* Dataset content *

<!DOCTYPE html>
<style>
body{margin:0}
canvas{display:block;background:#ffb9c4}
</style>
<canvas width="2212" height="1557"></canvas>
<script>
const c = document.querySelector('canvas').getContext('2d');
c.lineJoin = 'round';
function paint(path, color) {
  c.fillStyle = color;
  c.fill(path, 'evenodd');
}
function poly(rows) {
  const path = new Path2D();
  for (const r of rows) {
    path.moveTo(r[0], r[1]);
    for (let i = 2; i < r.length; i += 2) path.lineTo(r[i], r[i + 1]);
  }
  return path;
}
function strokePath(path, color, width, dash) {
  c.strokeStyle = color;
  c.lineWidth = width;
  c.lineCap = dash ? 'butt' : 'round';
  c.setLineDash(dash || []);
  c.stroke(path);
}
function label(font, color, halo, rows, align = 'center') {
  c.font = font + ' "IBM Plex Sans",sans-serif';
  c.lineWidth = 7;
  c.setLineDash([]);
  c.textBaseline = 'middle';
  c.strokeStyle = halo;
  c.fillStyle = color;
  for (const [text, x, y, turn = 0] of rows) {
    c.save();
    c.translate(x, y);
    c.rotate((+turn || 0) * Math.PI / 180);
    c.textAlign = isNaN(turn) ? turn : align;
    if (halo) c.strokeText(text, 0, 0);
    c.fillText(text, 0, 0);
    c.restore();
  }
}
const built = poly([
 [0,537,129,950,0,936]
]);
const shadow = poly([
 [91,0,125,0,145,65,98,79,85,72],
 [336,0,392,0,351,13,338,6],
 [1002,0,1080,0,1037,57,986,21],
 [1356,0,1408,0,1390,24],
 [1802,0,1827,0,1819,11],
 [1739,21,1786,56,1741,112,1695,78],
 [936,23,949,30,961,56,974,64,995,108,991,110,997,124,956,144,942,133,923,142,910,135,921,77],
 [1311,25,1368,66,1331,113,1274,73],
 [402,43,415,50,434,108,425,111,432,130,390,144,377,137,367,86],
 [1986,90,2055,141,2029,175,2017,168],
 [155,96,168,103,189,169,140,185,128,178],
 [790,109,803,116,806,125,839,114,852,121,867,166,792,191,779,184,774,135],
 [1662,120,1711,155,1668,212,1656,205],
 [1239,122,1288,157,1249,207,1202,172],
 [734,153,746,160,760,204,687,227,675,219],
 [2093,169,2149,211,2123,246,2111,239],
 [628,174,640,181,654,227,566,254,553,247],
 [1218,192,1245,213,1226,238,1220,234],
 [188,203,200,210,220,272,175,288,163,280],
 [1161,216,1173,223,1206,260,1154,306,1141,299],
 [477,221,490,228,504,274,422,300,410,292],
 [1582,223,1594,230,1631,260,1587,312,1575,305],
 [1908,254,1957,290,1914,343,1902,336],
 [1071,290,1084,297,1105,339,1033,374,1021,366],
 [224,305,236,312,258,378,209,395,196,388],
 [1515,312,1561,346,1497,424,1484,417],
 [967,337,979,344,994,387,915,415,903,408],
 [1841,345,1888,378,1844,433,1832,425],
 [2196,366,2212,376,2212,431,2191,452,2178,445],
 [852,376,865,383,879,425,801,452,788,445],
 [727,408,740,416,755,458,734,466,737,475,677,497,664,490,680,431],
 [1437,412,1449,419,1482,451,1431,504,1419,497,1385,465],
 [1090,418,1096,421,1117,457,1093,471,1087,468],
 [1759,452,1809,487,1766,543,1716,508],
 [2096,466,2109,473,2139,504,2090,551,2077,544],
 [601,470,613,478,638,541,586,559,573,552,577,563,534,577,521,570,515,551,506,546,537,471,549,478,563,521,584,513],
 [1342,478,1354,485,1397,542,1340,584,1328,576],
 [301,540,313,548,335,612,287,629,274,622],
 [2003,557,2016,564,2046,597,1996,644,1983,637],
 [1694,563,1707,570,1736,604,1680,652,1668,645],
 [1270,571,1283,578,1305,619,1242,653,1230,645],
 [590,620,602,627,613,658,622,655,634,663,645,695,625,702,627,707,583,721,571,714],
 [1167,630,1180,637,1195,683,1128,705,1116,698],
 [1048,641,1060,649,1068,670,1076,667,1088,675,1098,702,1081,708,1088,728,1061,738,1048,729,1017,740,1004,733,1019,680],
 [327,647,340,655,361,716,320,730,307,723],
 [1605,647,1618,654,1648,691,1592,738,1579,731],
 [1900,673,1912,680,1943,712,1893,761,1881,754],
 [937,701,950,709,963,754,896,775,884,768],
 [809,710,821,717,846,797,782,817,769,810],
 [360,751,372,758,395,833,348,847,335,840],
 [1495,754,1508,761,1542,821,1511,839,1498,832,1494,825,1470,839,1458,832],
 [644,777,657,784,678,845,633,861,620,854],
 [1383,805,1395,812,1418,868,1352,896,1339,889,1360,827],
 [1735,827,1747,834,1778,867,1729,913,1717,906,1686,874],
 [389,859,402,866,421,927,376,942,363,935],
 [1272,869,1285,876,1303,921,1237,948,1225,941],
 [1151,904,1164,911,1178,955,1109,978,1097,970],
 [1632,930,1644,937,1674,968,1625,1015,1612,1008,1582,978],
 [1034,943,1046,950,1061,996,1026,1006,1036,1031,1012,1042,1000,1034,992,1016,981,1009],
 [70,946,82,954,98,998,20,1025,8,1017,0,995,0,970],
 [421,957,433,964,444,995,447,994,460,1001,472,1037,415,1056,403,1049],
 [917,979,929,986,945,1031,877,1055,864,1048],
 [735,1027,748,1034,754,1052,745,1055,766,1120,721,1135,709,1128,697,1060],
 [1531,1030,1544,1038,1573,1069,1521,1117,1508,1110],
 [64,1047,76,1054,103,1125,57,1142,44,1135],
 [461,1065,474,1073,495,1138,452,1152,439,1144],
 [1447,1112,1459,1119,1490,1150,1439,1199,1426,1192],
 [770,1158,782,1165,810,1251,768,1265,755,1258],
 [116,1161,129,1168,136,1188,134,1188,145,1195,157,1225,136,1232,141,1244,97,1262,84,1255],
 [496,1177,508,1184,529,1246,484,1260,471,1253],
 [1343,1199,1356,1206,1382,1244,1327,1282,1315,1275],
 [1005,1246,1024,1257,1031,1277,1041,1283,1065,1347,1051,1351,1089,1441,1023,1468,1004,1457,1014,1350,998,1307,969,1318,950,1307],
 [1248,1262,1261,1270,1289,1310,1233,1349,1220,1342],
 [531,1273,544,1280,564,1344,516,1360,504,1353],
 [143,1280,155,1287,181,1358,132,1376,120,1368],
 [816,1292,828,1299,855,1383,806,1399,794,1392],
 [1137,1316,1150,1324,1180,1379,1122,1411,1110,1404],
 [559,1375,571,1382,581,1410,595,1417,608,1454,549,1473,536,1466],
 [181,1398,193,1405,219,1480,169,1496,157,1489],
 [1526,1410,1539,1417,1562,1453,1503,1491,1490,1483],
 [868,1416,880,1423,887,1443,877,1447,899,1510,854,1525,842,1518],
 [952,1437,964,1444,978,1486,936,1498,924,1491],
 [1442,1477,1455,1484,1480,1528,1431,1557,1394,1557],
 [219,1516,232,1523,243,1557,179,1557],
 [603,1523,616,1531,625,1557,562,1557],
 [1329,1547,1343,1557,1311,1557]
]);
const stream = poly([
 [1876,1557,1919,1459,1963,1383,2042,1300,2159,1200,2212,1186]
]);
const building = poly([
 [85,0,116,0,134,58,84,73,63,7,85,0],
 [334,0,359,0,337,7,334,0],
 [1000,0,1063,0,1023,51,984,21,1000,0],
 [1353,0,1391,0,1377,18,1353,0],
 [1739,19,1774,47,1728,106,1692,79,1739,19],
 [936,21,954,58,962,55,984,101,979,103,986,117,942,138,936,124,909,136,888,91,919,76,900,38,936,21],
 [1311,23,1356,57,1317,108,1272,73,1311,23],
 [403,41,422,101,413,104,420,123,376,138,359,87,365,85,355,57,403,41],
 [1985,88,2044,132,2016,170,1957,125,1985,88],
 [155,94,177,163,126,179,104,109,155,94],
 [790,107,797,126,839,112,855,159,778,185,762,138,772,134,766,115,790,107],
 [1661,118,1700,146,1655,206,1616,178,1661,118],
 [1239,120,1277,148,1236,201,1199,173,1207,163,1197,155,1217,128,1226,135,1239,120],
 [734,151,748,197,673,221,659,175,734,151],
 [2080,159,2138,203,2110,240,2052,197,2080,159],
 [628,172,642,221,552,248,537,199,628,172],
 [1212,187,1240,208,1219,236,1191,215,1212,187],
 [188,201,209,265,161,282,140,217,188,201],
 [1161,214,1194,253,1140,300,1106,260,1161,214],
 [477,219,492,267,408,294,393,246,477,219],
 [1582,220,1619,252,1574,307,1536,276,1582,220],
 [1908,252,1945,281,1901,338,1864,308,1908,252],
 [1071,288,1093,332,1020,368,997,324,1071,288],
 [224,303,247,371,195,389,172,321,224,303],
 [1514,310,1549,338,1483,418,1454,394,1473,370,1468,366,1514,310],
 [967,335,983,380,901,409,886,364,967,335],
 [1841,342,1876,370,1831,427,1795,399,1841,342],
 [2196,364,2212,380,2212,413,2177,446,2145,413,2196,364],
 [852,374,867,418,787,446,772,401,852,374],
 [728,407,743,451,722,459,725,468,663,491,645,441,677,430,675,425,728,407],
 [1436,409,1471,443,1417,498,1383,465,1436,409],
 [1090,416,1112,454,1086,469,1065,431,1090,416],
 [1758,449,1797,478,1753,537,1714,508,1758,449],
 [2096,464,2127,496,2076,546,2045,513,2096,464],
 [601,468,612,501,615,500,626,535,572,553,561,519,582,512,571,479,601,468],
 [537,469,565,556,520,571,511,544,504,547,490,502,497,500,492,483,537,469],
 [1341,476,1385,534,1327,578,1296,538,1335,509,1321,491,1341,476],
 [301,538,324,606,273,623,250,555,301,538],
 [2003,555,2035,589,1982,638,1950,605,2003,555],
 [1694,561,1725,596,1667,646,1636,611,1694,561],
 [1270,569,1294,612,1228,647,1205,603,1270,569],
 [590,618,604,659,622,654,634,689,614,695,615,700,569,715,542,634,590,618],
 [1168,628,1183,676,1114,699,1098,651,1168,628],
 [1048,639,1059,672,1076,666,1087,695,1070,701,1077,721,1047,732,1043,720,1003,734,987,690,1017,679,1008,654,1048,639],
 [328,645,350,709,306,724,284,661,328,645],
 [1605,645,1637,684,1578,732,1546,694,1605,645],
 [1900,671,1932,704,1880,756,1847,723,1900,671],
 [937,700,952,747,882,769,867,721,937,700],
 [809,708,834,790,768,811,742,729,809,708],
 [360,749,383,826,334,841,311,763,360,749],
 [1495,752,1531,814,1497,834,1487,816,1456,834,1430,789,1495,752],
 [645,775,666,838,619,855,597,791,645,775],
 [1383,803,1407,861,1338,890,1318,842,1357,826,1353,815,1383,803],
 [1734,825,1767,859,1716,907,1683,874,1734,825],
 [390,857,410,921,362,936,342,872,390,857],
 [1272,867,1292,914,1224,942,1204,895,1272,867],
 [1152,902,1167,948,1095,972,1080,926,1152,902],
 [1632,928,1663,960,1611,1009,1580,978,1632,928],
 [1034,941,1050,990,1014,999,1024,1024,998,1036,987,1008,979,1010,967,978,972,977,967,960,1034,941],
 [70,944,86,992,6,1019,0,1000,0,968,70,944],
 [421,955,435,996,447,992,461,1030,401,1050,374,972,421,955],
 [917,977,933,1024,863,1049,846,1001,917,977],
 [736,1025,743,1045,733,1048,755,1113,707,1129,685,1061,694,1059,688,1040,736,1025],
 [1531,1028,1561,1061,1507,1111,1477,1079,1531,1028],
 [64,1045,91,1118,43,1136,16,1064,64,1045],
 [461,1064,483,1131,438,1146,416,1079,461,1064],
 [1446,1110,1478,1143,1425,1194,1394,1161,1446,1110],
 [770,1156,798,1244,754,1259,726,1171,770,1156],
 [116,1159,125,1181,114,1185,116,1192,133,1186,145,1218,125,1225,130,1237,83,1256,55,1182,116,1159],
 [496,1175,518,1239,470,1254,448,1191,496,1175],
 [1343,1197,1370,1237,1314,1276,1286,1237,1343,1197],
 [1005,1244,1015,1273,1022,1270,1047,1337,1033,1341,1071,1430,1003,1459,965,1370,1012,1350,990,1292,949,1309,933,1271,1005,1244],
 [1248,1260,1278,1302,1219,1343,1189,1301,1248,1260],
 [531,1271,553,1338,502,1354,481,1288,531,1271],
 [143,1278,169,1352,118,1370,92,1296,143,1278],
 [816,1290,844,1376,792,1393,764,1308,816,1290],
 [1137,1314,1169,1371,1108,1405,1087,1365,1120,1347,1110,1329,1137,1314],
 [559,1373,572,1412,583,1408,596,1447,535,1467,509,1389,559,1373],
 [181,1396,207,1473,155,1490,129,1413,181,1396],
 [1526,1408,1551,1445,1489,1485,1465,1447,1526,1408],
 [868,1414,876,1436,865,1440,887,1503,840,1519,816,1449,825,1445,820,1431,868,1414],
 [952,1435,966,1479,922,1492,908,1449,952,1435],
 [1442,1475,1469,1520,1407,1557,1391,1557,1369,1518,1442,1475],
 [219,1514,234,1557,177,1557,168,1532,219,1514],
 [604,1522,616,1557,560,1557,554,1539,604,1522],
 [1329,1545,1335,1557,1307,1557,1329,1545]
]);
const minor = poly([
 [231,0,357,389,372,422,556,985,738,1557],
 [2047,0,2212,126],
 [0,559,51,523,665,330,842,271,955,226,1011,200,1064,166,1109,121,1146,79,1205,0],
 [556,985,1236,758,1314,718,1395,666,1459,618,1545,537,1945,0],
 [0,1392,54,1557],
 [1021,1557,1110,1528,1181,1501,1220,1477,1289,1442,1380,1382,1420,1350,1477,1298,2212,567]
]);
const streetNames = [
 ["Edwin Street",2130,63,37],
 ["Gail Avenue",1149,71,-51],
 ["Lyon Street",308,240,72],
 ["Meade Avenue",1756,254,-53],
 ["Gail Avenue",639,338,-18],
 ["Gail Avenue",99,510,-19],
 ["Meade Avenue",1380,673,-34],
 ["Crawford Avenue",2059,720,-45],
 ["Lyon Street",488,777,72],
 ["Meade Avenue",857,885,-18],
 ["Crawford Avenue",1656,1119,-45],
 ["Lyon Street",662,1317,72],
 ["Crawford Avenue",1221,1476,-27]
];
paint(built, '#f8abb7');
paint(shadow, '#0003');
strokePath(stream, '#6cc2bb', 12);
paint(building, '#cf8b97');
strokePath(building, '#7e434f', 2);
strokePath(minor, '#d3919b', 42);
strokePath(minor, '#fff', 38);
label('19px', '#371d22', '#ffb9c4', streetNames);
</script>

* Exercise details *
Would you filter the records and copy each line that contains the word "color"?

* The completed task *
function paint(path, color) {
  c.fillStyle = color;
function strokePath(path, color, width, dash) {
  c.strokeStyle = color;
function label(font, color, halo, rows, align = 'center') {
  c.fillStyle = color;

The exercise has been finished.